# Exercise brief:
With the pictures removed, set down all of the entries below exactly.

[[ Dataset excerpts open ]]

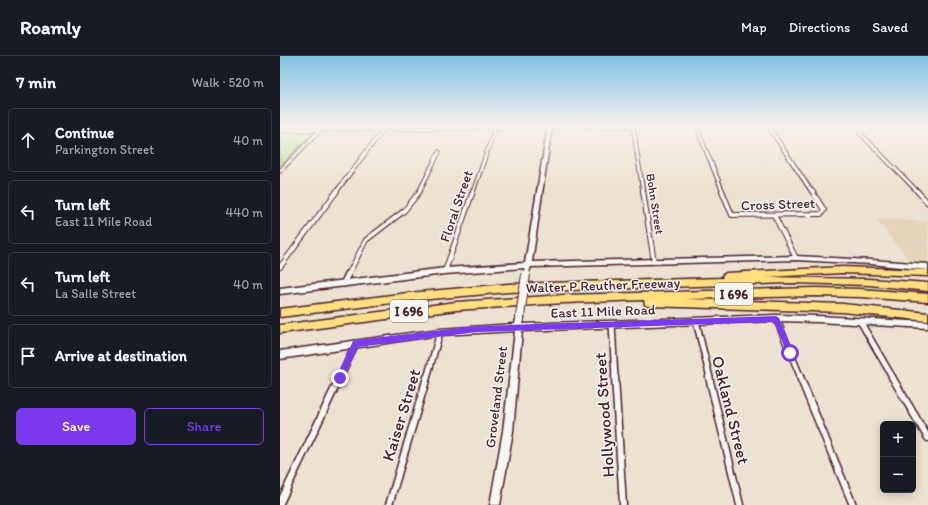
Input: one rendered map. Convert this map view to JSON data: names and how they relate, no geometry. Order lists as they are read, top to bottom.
{
  "streets": {
    "highway": ["Walter P Reuther Freeway", "I 696"],
    "main road": ["East 11 Mile Road", "Groveland Street"],
    "street": [
      "Bohn Street",
      "Cross Street",
      "Floral Street",
      "Oakland Street",
      "Kaiser Street",
      "Hollywood Street"
    ]
  },
  "crossings": [
    ["East 11 Mile Road", "Groveland Street"],
    ["East 11 Mile Road", "Oakland Street"],
    ["East 11 Mile Road", "Kaiser Street"],
    ["East 11 Mile Road", "Hollywood Street"]
  ],
  "page": {
    "header": "Roamly",
    "nav": ["Map", "Directions", "Saved"],
    "heading": ["7 min", "Walk · 520 m"],
    "list": [
      ["Continue", "Parkington Street", "40 m"],
      ["Turn left", "East 11 Mile Road", "440 m"],
      ["Turn left", "La Salle Street", "40 m"],
      "Arrive at destination"
    ],
    "buttons": ["Save", "Share"],
    "map_buttons": ["+", "−"]
  }
}
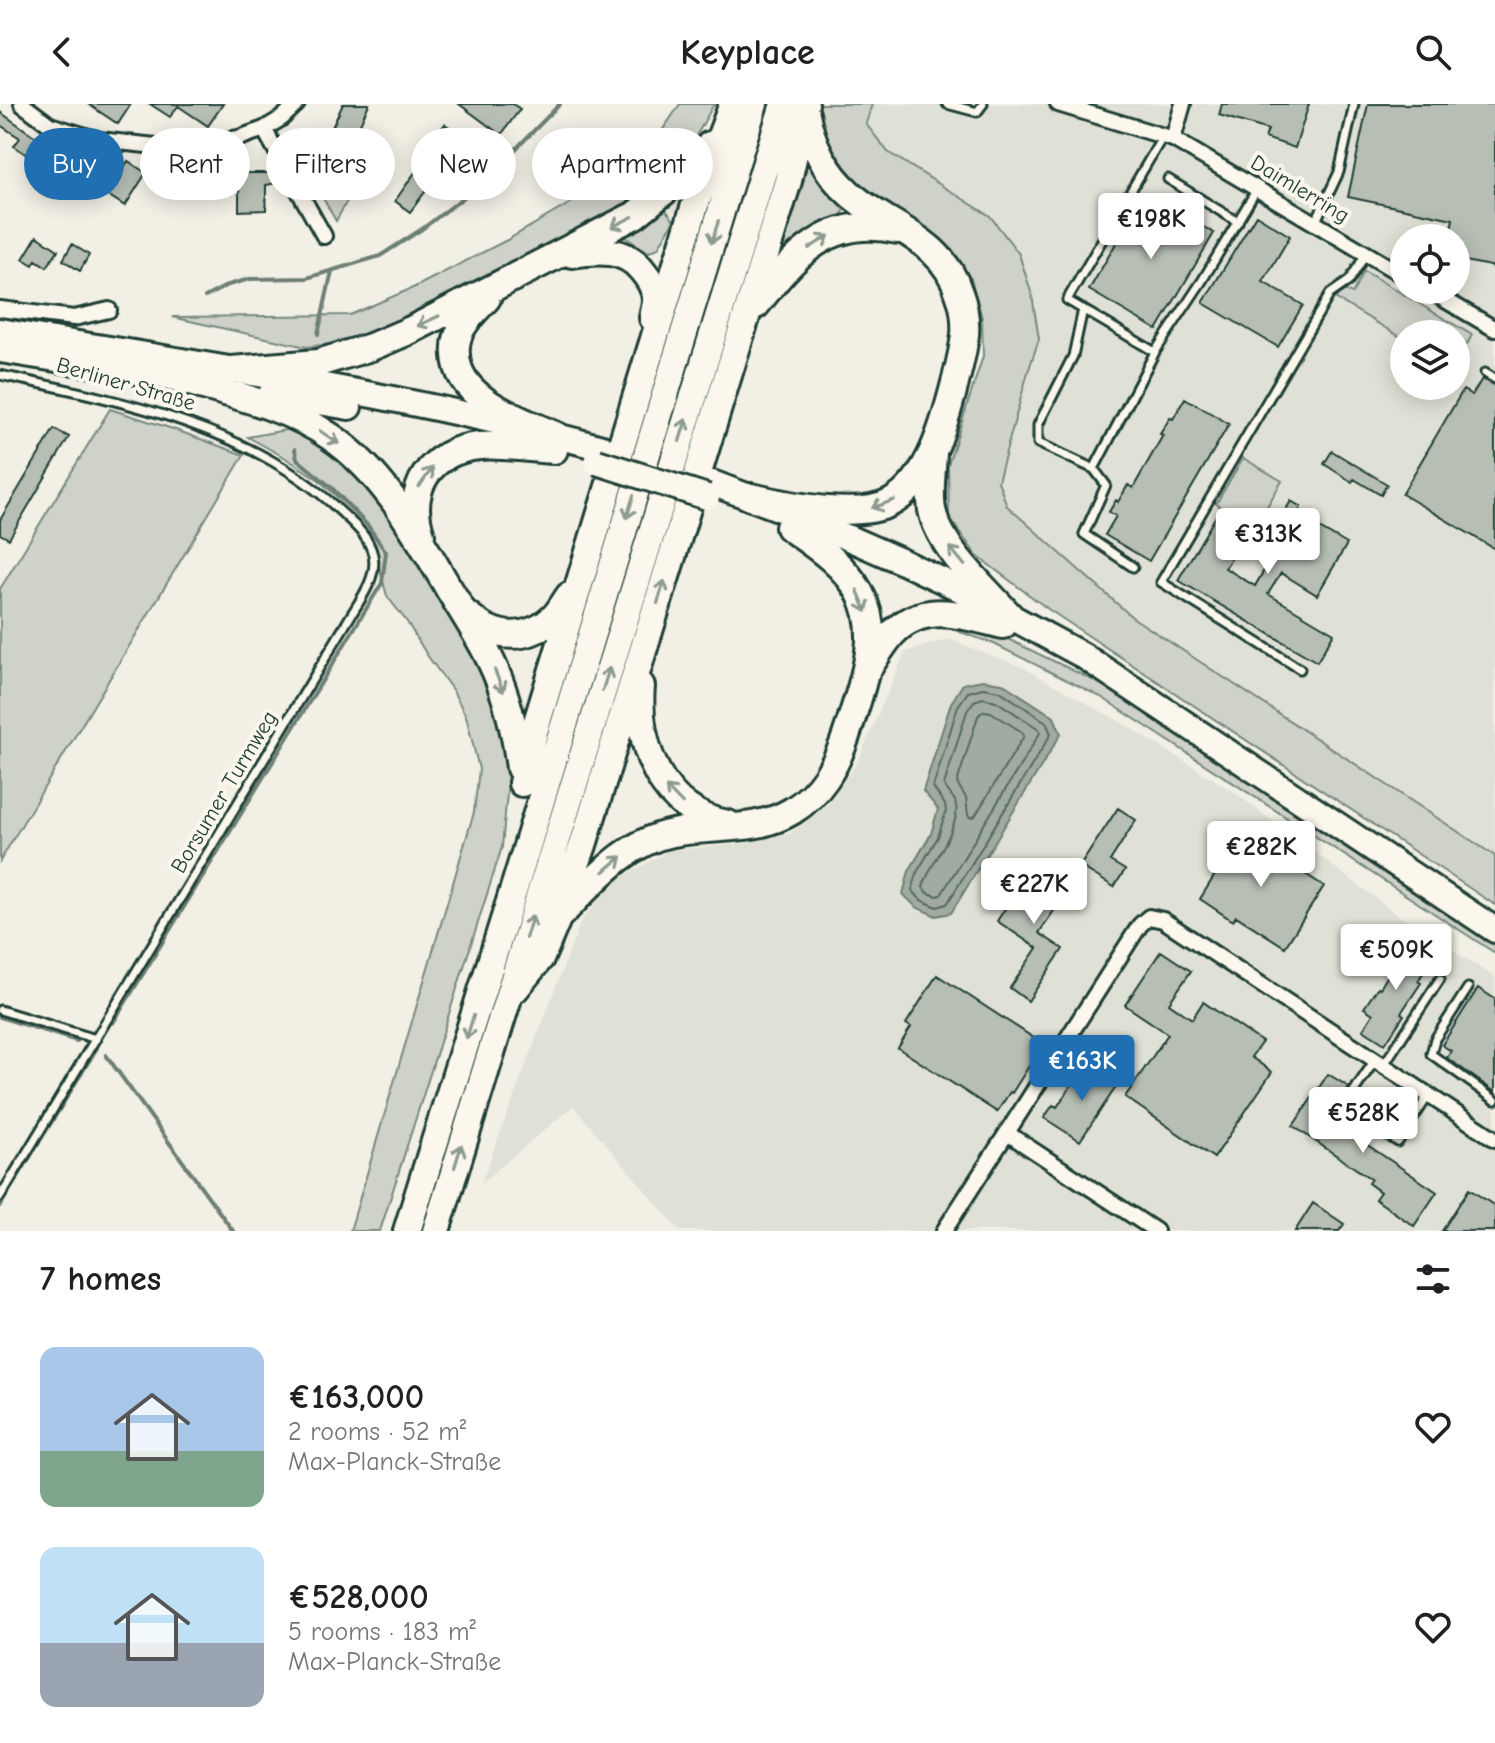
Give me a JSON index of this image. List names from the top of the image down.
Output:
{
  "streets": {
    "street": ["Daimlerring"],
    "lane": ["Berliner Straße", "Borsumer Turmweg"]
  },
  "crossings": [
    ["Berliner Straße", "Borsumer Turmweg"]
  ],
  "page": {
    "header": "Keyplace",
    "chip": [
      "Buy",
      "Rent",
      "Filters",
      "New",
      "Apartment"
    ],
    "price": [
      "€198K",
      "€313K",
      "€282K",
      "€227K",
      "€509K",
      "€163K",
      "€528K"
    ],
    "heading": "7 homes",
    "list": [
      {
        "name": "€163,000",
        "note": "2 rooms · 52 m² · Max-Planck-Straße"
      },
      {
        "name": "€528,000",
        "note": "5 rooms · 183 m² · Max-Planck-Straße"
      }
    ]
  }
}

[[ Dataset excerpts closed ]]

# Answer to this problem:
Input: one rendered map. Convert this map view to JSON data: names and how they relate, no geometry. Order lists as they are read, top to bottom.
{
  "streets": {
    "highway": ["Walter P Reuther Freeway", "I 696"],
    "main road": ["East 11 Mile Road", "Groveland Street"],
    "street": [
      "Bohn Street",
      "Cross Street",
      "Floral Street",
      "Oakland Street",
      "Kaiser Street",
      "Hollywood Street"
    ]
  },
  "crossings": [
    ["East 11 Mile Road", "Groveland Street"],
    ["East 11 Mile Road", "Oakland Street"],
    ["East 11 Mile Road", "Kaiser Street"],
    ["East 11 Mile Road", "Hollywood Street"]
  ],
  "page": {
    "header": "Roamly",
    "nav": ["Map", "Directions", "Saved"],
    "heading": ["7 min", "Walk · 520 m"],
    "list": [
      ["Continue", "Parkington Street", "40 m"],
      ["Turn left", "East 11 Mile Road", "440 m"],
      ["Turn left", "La Salle Street", "40 m"],
      "Arrive at destination"
    ],
    "buttons": ["Save", "Share"],
    "map_buttons": ["+", "−"]
  }
}
Give me a JSON index of this image. List names from the top of the image down.
Output:
{
  "streets": {
    "street": ["Daimlerring"],
    "lane": ["Berliner Straße", "Borsumer Turmweg"]
  },
  "crossings": [
    ["Berliner Straße", "Borsumer Turmweg"]
  ],
  "page": {
    "header": "Keyplace",
    "chip": [
      "Buy",
      "Rent",
      "Filters",
      "New",
      "Apartment"
    ],
    "price": [
      "€198K",
      "€313K",
      "€282K",
      "€227K",
      "€509K",
      "€163K",
      "€528K"
    ],
    "heading": "7 homes",
    "list": [
      {
        "name": "€163,000",
        "note": "2 rooms · 52 m² · Max-Planck-Straße"
      },
      {
        "name": "€528,000",
        "note": "5 rooms · 183 m² · Max-Planck-Straße"
      }
    ]
  }
}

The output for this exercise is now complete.